Incoming third-year Silvertips defenseman Ian Walker has no shortage of intelligence. Known for his smarts on and off the ice, he plays with substantial intention and puts his best assets forward.
“He’s probably the smartest guy on our team,” said center Connor Dewar. “He is very calculated and a real scholar—Ian is really detailed in everything he does.”
Dewar isn’t the only one who thinks so. Silvertips veteran forward Matt Fonteyne believes “his intelligence is one of his best attributes”, and this reflects in Walker’s style of play.
“He instantly grooved a role for himself when he came in at 16 and has been steady ever since,” said Fonteyne. “I think he’s been one of the most steady guys I’ve played with. He’s not the most flashy defenseman, but you can always trust him to give 100% every shift and to do his job. And most of the time, if not every time, he’s doing his job right.”

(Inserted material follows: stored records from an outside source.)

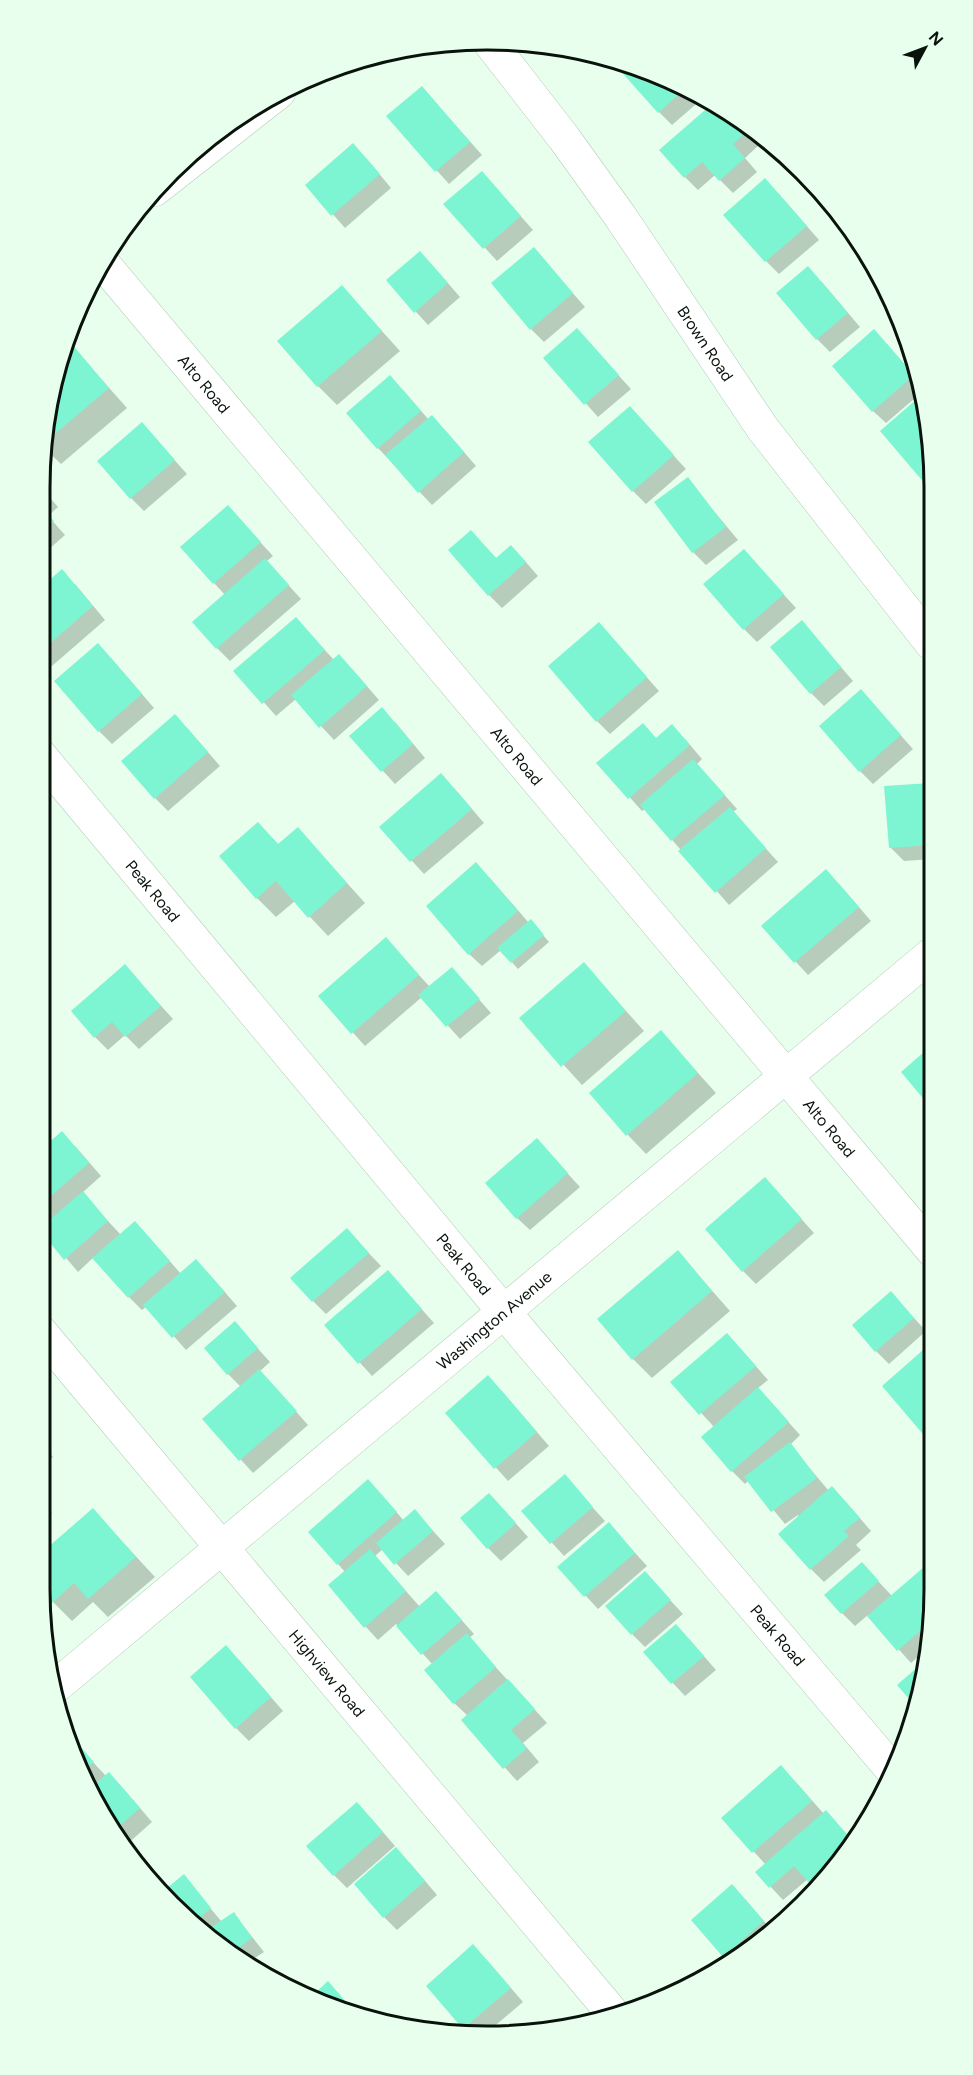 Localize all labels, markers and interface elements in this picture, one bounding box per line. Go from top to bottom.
north arrow [895,18,955,78]
text: N [925,28,947,49]
street label: Brown Road [673,303,737,385]
street label: Alto Road [174,351,234,417]
street label: Alto Road [487,723,546,789]
street label: Peak Road [121,856,184,926]
street label: Alto Road [799,1095,859,1161]
street label: Peak Road [433,1230,495,1299]
street label: Washington Avenue [433,1267,556,1374]
street label: Peak Road [746,1601,809,1670]
street label: Highview Road [285,1626,369,1721] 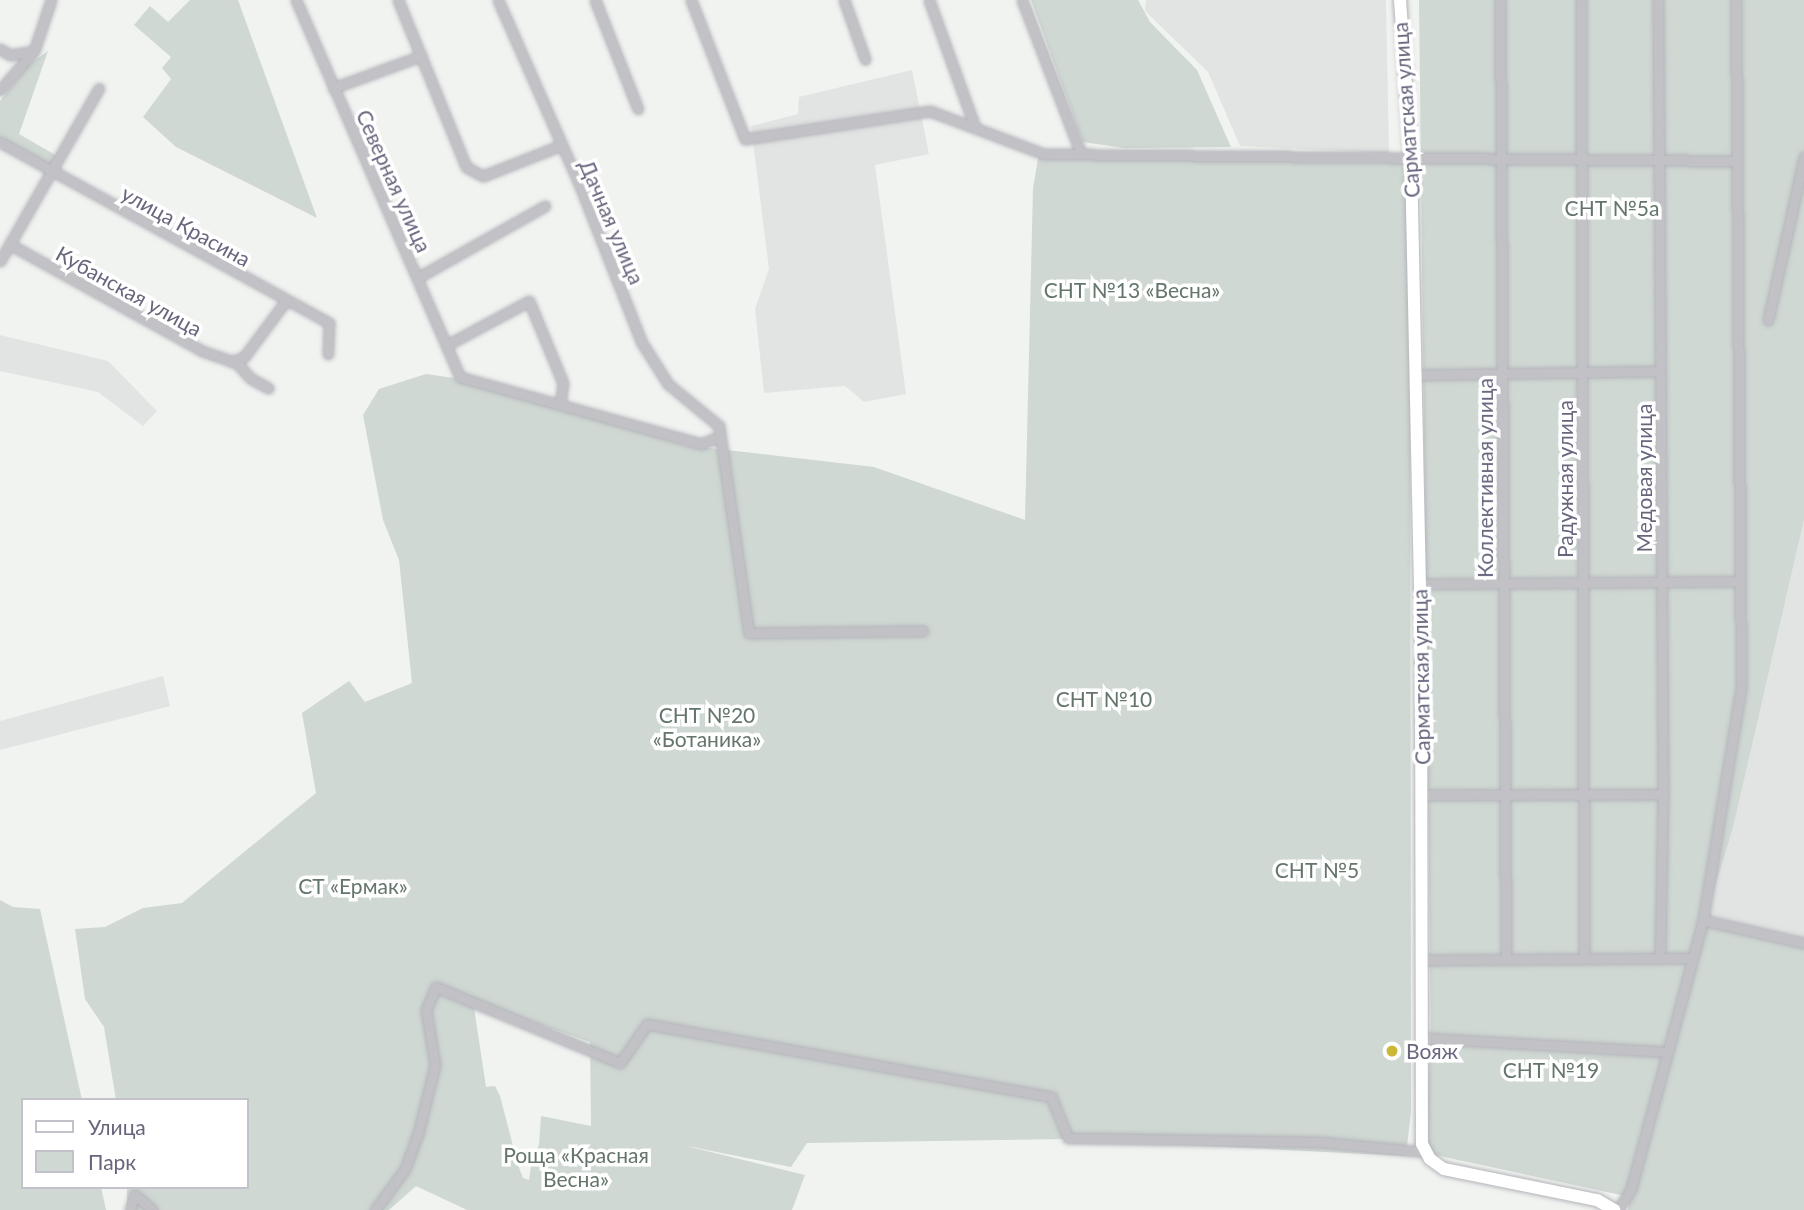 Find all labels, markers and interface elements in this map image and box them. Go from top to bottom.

Walker, a 6’02, 185-pound right-shooter, logged eight points in 67 games last season, including seven assists and his first WHL goal. His length leads him to rely on his stick as he works to build his frame, but in the mean time emphasizes strategic positioning rather than overpowering his opponent. While his teammates credit Walker’s contribution on the ice to his smarts, the Vancouver native believes that regardless of his quick wit, he would not have seen last season’s progress without the help of a mentor.
“Kevin [Davis] taught me how to be conduct myself as a pro on and off the ice,” said Walker. “He guided me in growing my leadership abilities and really influenced me as a person.”

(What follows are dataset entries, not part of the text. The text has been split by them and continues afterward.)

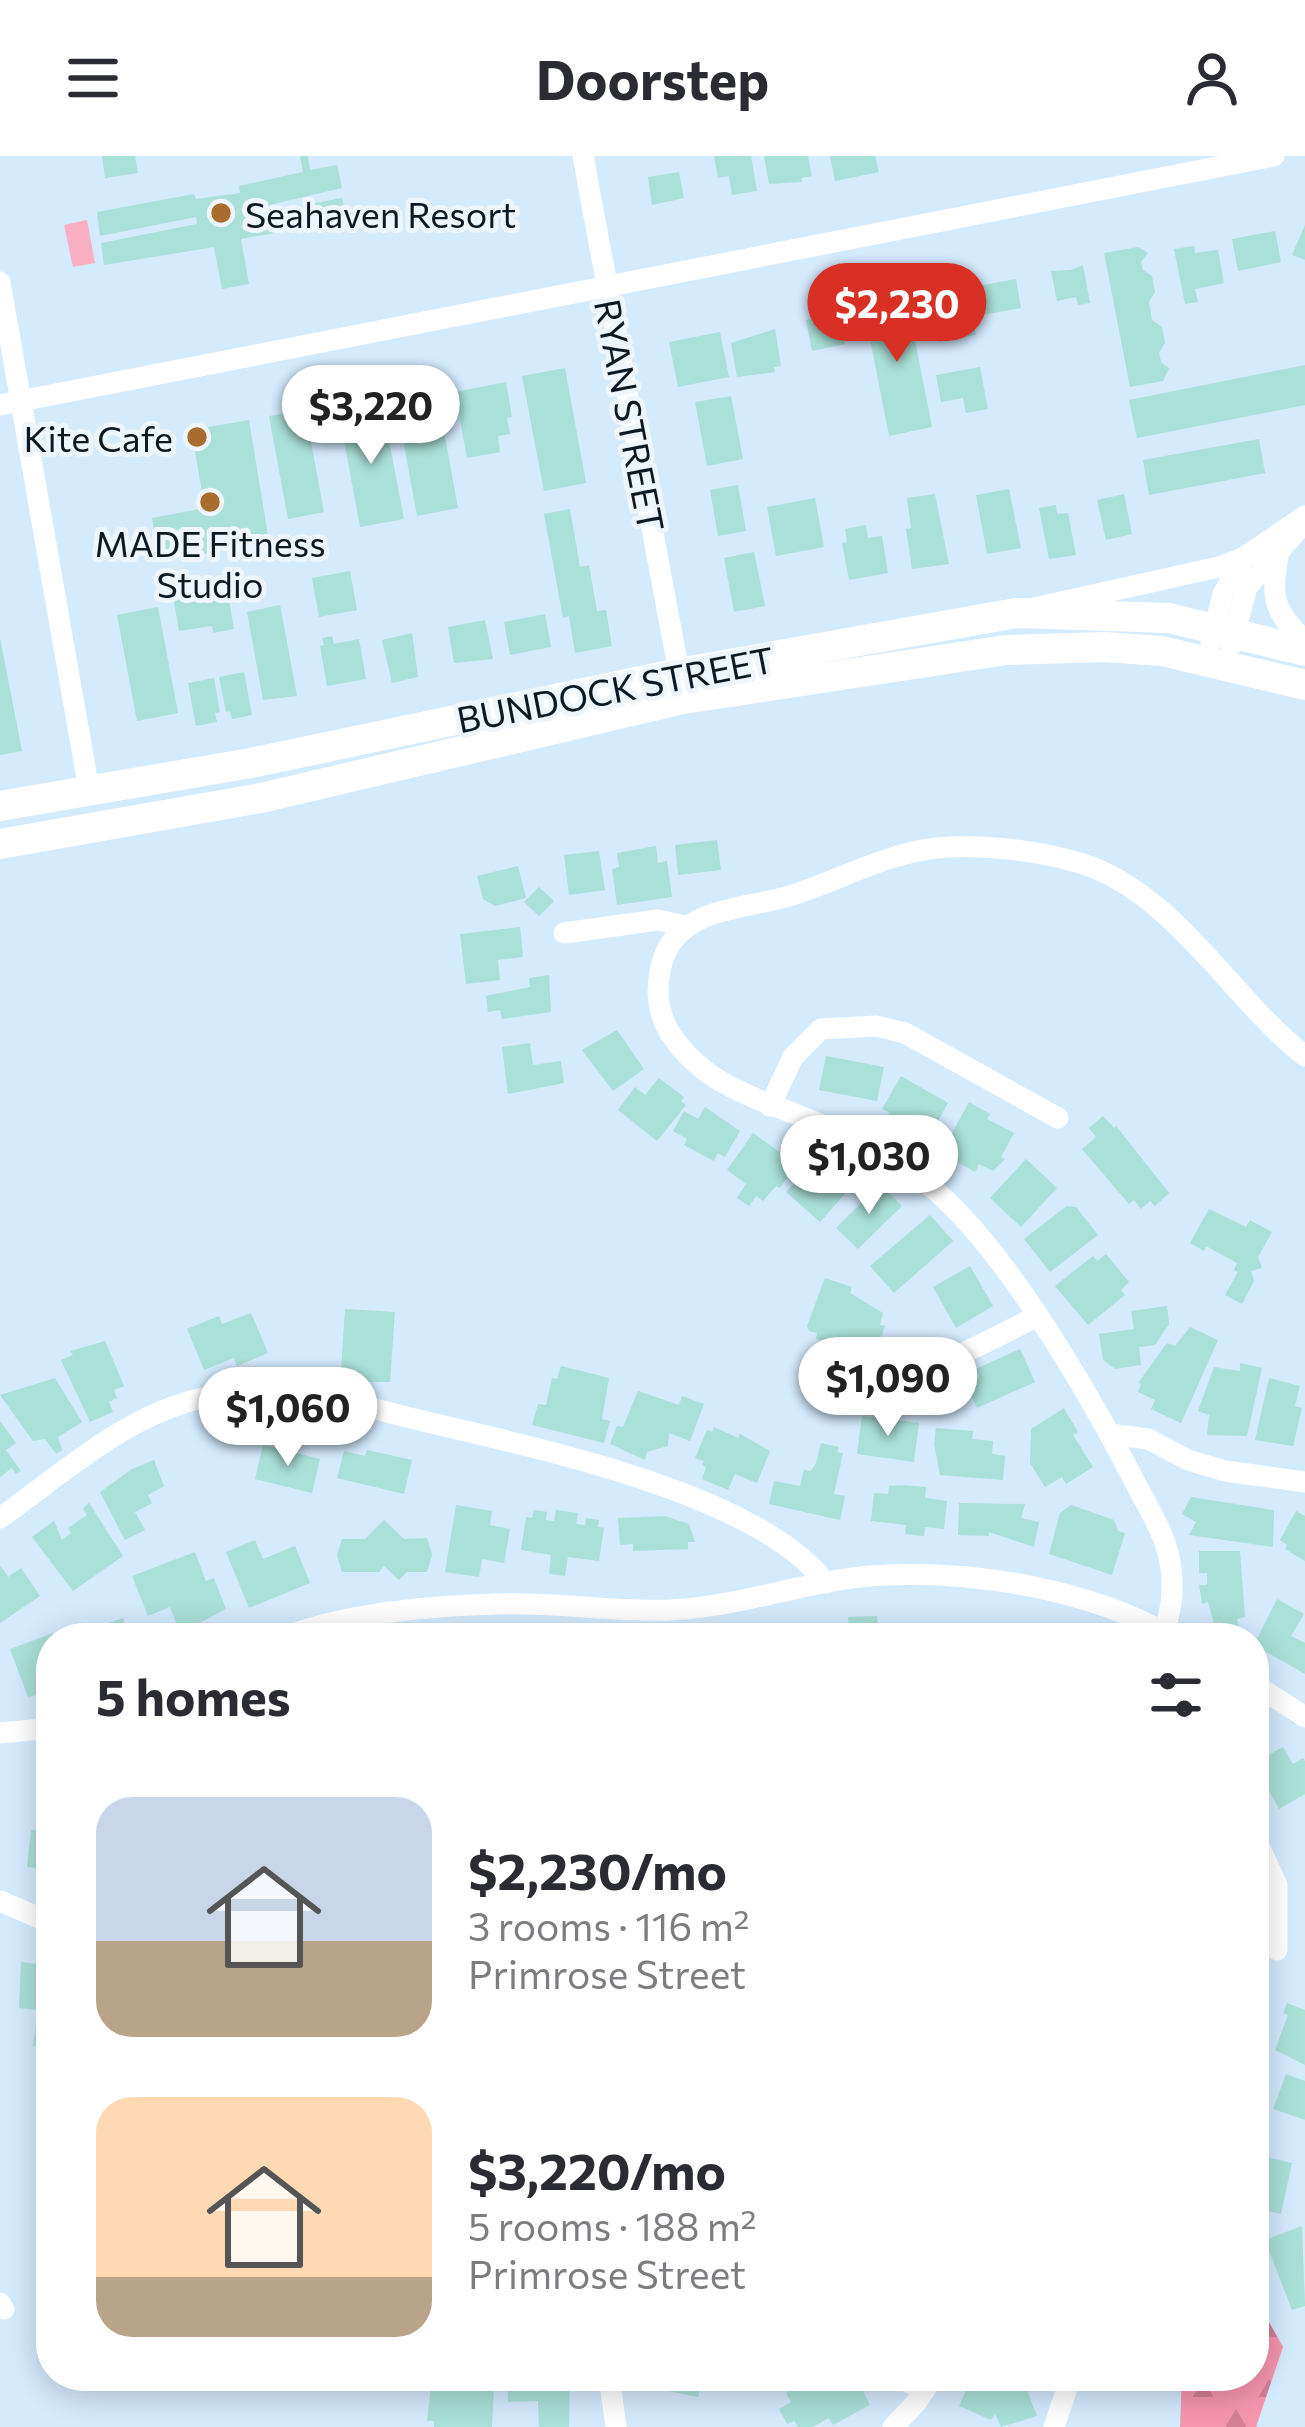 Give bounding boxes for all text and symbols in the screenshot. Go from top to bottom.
icon: menu [60,45,126,111]
text: Doorstep [536,45,769,111]
icon: person [1179,45,1245,111]
place label: Seahaven Resort [245,191,516,235]
marker: Seahaven Resort [208,200,234,226]
pin: $2,230 [799,263,995,365]
text: $2,230 [834,278,960,326]
street label: RYAN STREET [587,295,675,535]
pin: $3,220 [273,365,469,467]
text: $3,220 [309,380,433,428]
place label: Kite Cafe [23,415,173,459]
marker: Kite Cafe [184,424,210,450]
marker: MADE Fitness Studio [197,489,223,515]
place label: MADE Fitness Studio [94,520,326,605]
street label: BUNDOCK STREET [453,636,777,740]
pin: $1,030 [771,1115,967,1217]
text: $1,030 [807,1130,931,1178]
pin: $1,090 [790,1337,986,1439]
text: $1,090 [825,1352,951,1400]
pin: $1,060 [190,1367,386,1469]
text: $1,060 [225,1382,351,1430]
icon: filters [1143,1662,1209,1728]
text: 5 homes [96,1664,291,1727]
text: $2,230/mo [468,1838,727,1901]
icon: home [192,1845,336,1989]
text: 3 rooms · 116 m² [468,1901,749,1949]
text: Primrose Street [468,1949,746,1997]
text: $3,220/mo [468,2138,726,2201]
icon: home [192,2145,336,2289]
text: 5 rooms · 188 m² [468,2201,757,2249]
text: Primrose Street [468,2249,746,2297]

Dewar expressed that his teammate’s growth was truly noticeable.
“He’s grown in confidence and into a really responsible person who is honestly just really fun to be around,” said Dewar.
A strong veteran compass is not the only beneficial aspect of last season that Walker credits in his success. Communication is key in productivity, something that Walker and defensive pair partner Gianni Fairbrother have in excess. The duo have been paired together on defense since their midget days.
“We are two halves of the same brain,” said Walker. “We know what the other person is going to do at all times, so playing with him in Everett has been really wonderful.” Walker said their relationship off the ice has only furthered their relationship and success in training and competition.
With next season and his future in Everett on the horizon, Walker hopes to become a go-to guy heading into greater opportunities. Dewar expects him to fill into a “shut-down role.”
“Next season, Ian’s gonna use his length to play against some tough match ups. We are really gonna need him to do that for us,” said Dewar.
Fonteyne agrees, explaining that “Moving forward, as [Walker] gets a bigger role with some of the older guys leaving, he’ll be stepping into more minutes with more opportunity to show a little more flash. Hopefully he will get noticed because he deserves the recognition.”
In an effort to improve his game, Walker is “hitting the gym hard this summer.” He hopes to get quicker and stronger, specifically aiming to strengthen his shot for offensive benefits.
The defenseman will be back in Everett this fall, sharp as ever and ready to keep carving his path.